I’m Not That Girl
29 Mar 2011 1 Comment
in Family, feelings, Friendship, Life, Love
Okay, this post has been in my head and heart for about 3 months now. I’ve been almost a little leery about writing it because it’s very revealing. Hopefully, it will help me understand myself a little better and help you understand me a little better, too.
I’m not that girl that stops traffic with my looks. There’s nothing super glamorous or pretty about me. I like the way I look for the most part except for losing weight which is entirely up to me. I’m just your average Black girl.
I’m not a girl with Daddy issues. My Dad and I are close, I love him. He has shown me through his successes and mistakes what a man should and shouldn’t be. He’s the ruler by which I measure all men. I don’t have issues with men because of my Dad. My issues with men are all my own from my mistakes and missteps.

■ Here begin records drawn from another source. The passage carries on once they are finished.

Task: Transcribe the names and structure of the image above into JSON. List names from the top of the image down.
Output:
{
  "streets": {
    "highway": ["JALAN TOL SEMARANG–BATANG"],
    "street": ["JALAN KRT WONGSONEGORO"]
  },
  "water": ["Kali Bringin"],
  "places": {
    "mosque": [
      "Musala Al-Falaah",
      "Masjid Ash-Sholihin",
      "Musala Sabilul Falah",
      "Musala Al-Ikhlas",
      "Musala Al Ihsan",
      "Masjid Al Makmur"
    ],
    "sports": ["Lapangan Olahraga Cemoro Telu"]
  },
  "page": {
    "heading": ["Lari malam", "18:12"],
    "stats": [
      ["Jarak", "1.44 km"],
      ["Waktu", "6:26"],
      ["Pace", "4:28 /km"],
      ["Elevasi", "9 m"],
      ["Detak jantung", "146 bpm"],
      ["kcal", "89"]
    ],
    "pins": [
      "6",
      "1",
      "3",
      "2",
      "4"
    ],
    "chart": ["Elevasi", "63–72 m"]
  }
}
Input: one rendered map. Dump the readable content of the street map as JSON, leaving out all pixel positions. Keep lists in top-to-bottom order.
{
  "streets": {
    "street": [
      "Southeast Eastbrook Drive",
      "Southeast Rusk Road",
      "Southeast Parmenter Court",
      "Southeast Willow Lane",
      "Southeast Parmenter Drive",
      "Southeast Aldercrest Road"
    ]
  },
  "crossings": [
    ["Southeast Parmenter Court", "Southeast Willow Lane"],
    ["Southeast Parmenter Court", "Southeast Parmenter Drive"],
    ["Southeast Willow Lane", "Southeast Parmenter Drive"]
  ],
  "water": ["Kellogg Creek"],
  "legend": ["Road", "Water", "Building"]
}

I’m not the girl to lose sense of self over a man. I think that’s due to the fact that I’ve never been in love. I’ve never had that all-consuming feeling where the world outside ceased to exist because I was in a relationship. I’m never the one to cancel previous plans with friends or family because I’m involved with somebody. I’m not that girl who doesn’t talk to her friends for six months because I’m in love and he’s the best thing since sliced bread. I’m not the girl that stops eating because her boyfriend just broke up with her or cries for two days straight because she caught him cheating.
I’m not a girl that puts all my feelings out there. While, I enjoy conversing at much as the next woman, I keep a little part of myself separate from the world. I don’t think anybody knows me fully except the Creator and I bet he shakes His head at me daily.
I’m not that girl who allows people to hurt her, easily. My big sis, Vanessa, tells me that I’m pessimistically cautious but I disagree, I think I’m realistically cautious. I don’t think that you should set yourself up to get hurt. If you can do whatever you can to prevent it, then you take precautions. When I get hurt, I do one of two things. I will forgive you, place you in your new box in my life and keep it moving. Or, I will cut your completely out of my life. That’s just how I roll.
I still feel like this post is incomplete. I guess I will try to finish it when I start examining my other feelings.
Apr 04, 2011 @ 22:14:54
This is an interesting post. Yep, Melette, you ARE an original!!!